Task directions » Return all the entries exactly. No pictures.

(Items listed in a dataset)
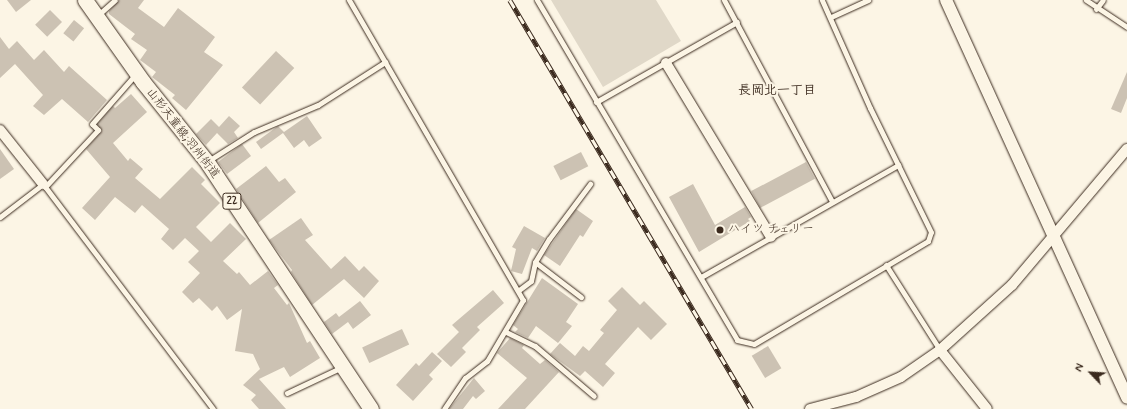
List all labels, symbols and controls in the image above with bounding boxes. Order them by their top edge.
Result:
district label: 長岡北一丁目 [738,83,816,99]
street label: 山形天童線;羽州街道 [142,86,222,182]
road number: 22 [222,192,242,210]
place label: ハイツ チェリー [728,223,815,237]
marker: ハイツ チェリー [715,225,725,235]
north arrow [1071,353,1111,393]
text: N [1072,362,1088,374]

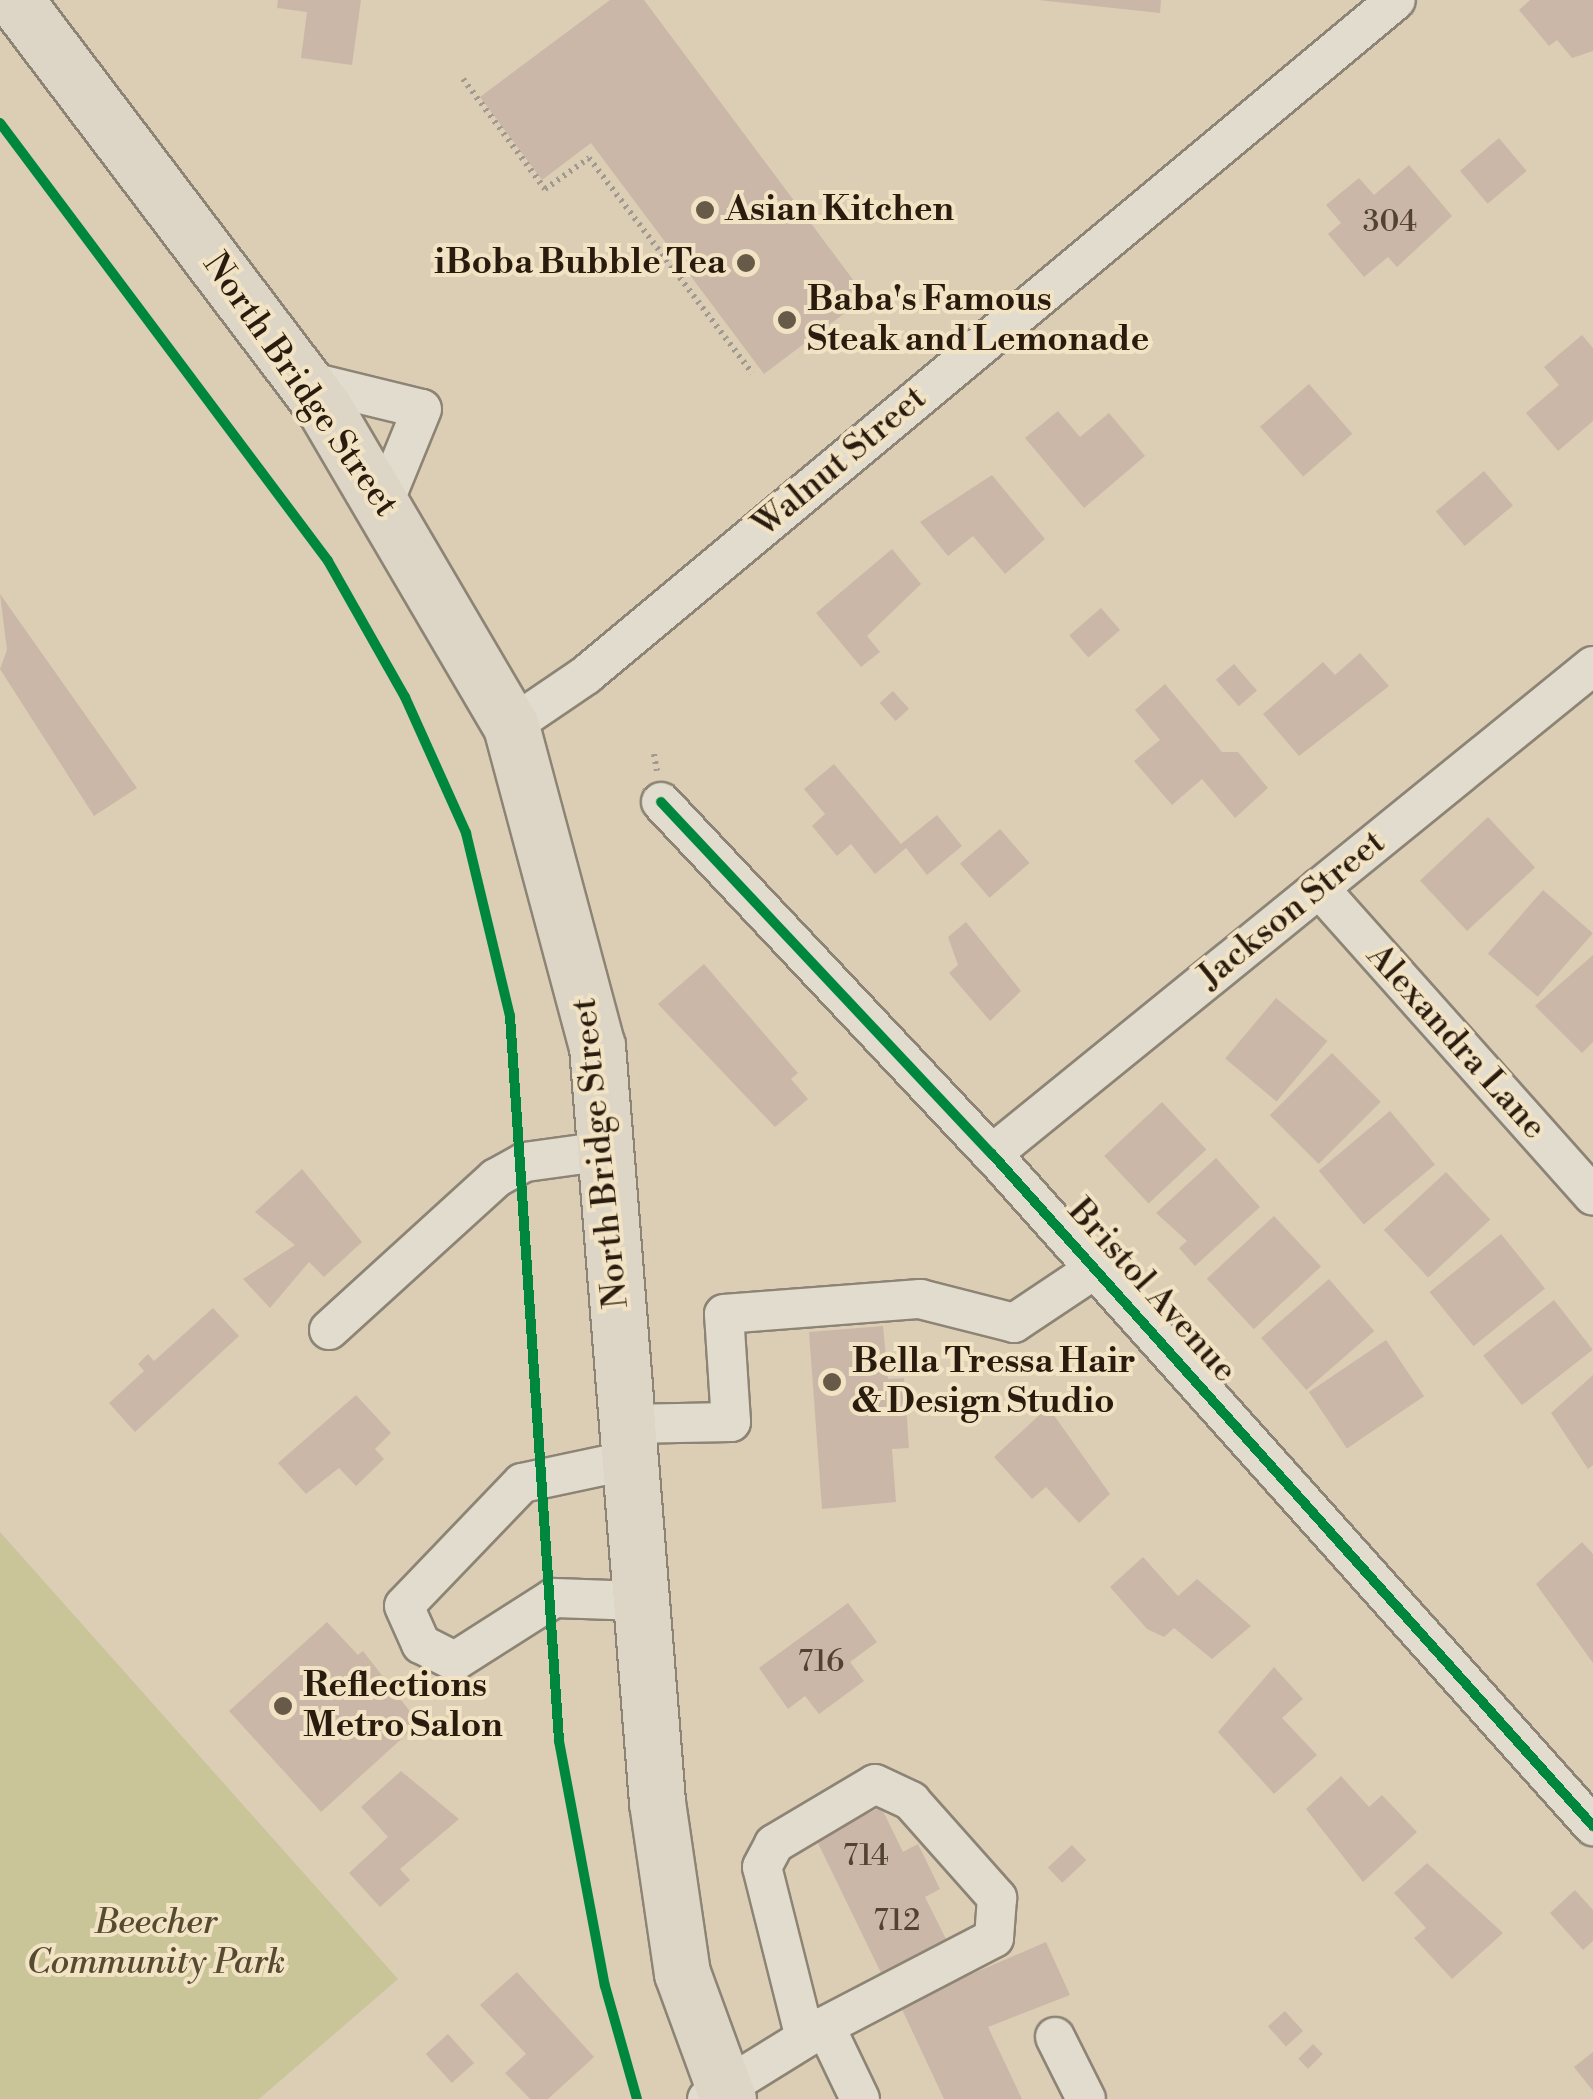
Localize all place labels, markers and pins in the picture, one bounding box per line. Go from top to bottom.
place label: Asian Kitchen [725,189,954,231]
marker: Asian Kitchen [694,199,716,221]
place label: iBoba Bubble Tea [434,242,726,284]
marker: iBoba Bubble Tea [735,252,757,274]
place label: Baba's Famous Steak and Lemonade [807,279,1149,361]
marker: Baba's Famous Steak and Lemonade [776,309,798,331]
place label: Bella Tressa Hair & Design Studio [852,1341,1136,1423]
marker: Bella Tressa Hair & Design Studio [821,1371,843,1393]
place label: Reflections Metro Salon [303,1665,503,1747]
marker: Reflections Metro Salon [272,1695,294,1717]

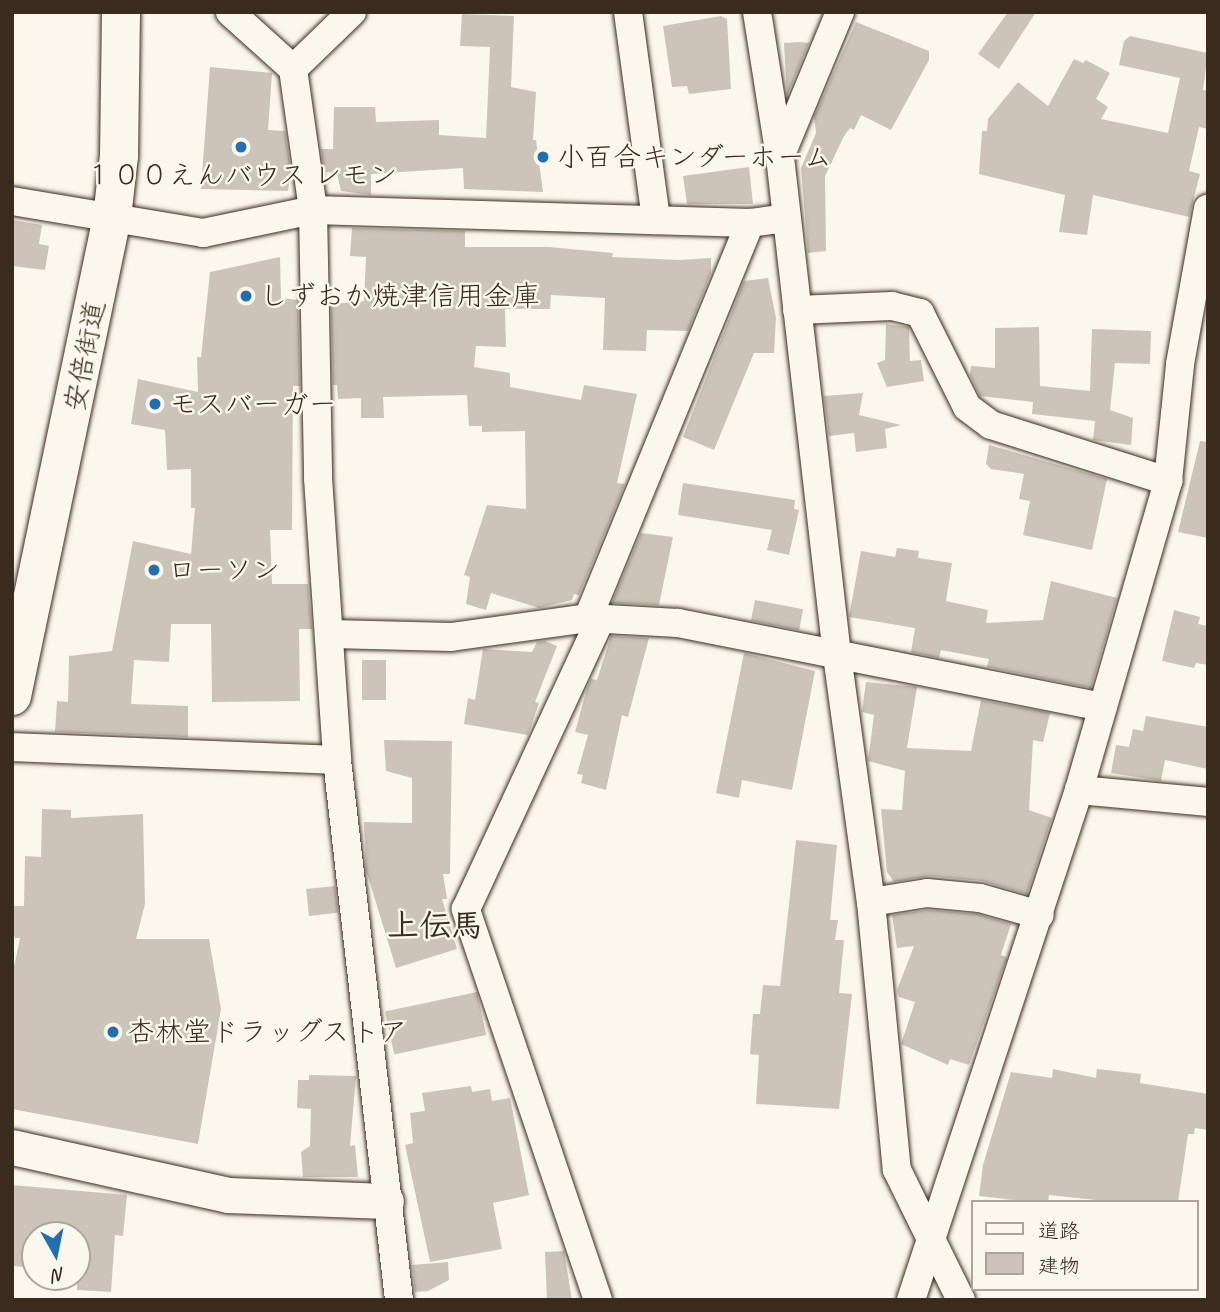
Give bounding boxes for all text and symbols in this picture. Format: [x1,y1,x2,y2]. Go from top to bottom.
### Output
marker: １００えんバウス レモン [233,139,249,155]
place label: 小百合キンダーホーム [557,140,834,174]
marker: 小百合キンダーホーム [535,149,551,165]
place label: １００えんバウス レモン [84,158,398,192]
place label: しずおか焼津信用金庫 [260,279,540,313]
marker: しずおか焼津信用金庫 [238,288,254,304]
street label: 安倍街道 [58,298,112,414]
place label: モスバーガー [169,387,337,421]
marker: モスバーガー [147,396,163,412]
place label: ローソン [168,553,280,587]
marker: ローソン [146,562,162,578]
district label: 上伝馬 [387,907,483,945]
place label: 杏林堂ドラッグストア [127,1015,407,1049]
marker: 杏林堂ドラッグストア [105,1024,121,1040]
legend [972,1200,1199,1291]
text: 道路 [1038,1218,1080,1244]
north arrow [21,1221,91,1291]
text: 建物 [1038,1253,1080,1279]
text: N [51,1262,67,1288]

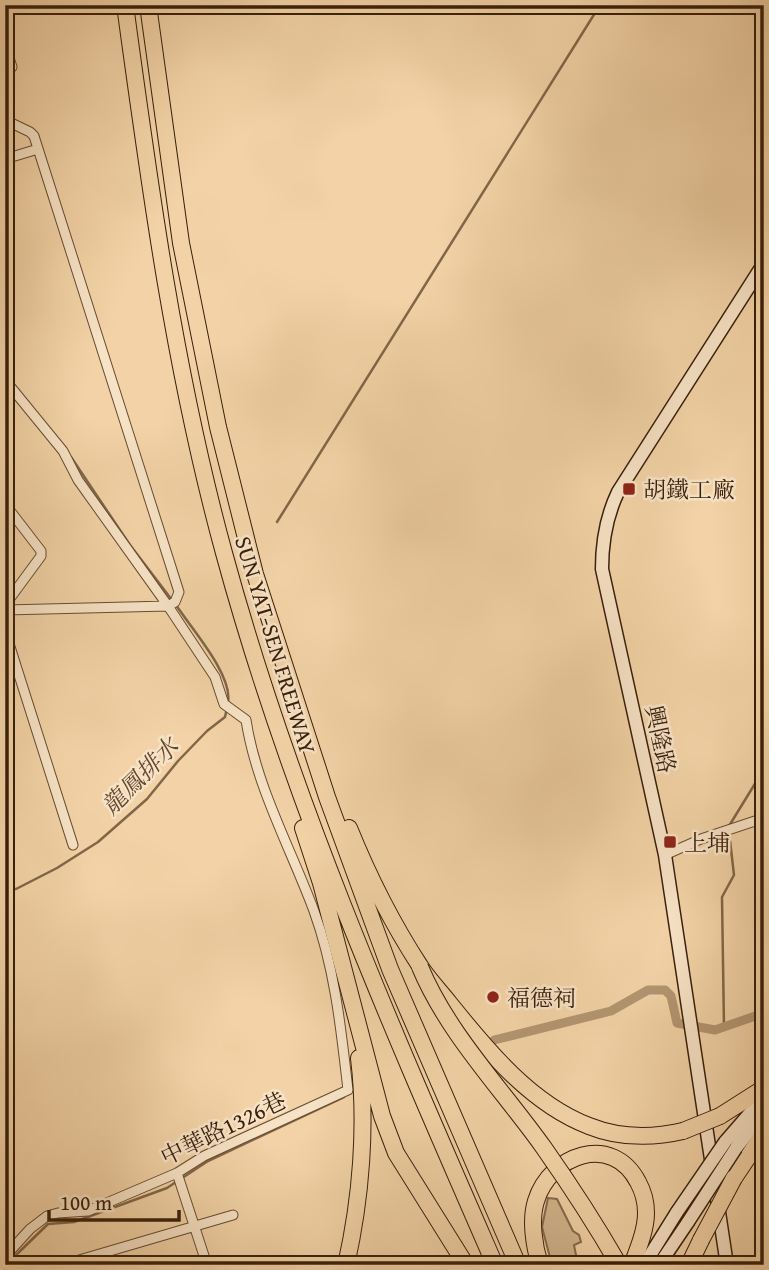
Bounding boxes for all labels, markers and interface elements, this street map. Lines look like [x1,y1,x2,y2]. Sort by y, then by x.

Output for this task »
List all labels, symbols and controls in the image above with bounding boxes. Order them by their top edge.
Result:
district label: 長岡北一丁目 [738,83,816,99]
street label: 山形天童線;羽州街道 [142,86,222,182]
road number: 22 [222,192,242,210]
place label: ハイツ チェリー [728,223,815,237]
marker: ハイツ チェリー [715,225,725,235]
north arrow [1071,353,1111,393]
text: N [1072,362,1088,374]

Localize all place labels, markers and pins in the picture, one bounding box per line. Go from top to bottom.
place label: Asian Kitchen [725,189,954,231]
marker: Asian Kitchen [694,199,716,221]
place label: iBoba Bubble Tea [434,242,726,284]
marker: iBoba Bubble Tea [735,252,757,274]
place label: Baba's Famous Steak and Lemonade [807,279,1149,361]
marker: Baba's Famous Steak and Lemonade [776,309,798,331]
place label: Bella Tressa Hair & Design Studio [852,1341,1136,1423]
marker: Bella Tressa Hair & Design Studio [821,1371,843,1393]
place label: Reflections Metro Salon [303,1665,503,1747]
marker: Reflections Metro Salon [272,1695,294,1717]

Give bounding boxes for all text and symbols in this picture. Format: [x1,y1,x2,y2]. Go from top to bottom.
### Output
marker: １００えんバウス レモン [233,139,249,155]
place label: 小百合キンダーホーム [557,140,834,174]
marker: 小百合キンダーホーム [535,149,551,165]
place label: １００えんバウス レモン [84,158,398,192]
place label: しずおか焼津信用金庫 [260,279,540,313]
marker: しずおか焼津信用金庫 [238,288,254,304]
street label: 安倍街道 [58,298,112,414]
place label: モスバーガー [169,387,337,421]
marker: モスバーガー [147,396,163,412]
place label: ローソン [168,553,280,587]
marker: ローソン [146,562,162,578]
district label: 上伝馬 [387,907,483,945]
place label: 杏林堂ドラッグストア [127,1015,407,1049]
marker: 杏林堂ドラッグストア [105,1024,121,1040]
legend [972,1200,1199,1291]
text: 道路 [1038,1218,1080,1244]
north arrow [21,1221,91,1291]
text: 建物 [1038,1253,1080,1279]
text: N [51,1262,67,1288]

Bounding boxes for all labels, markers and interface elements, this street map. Lines look like [x1,y1,x2,y2]. Sort by y, then by x.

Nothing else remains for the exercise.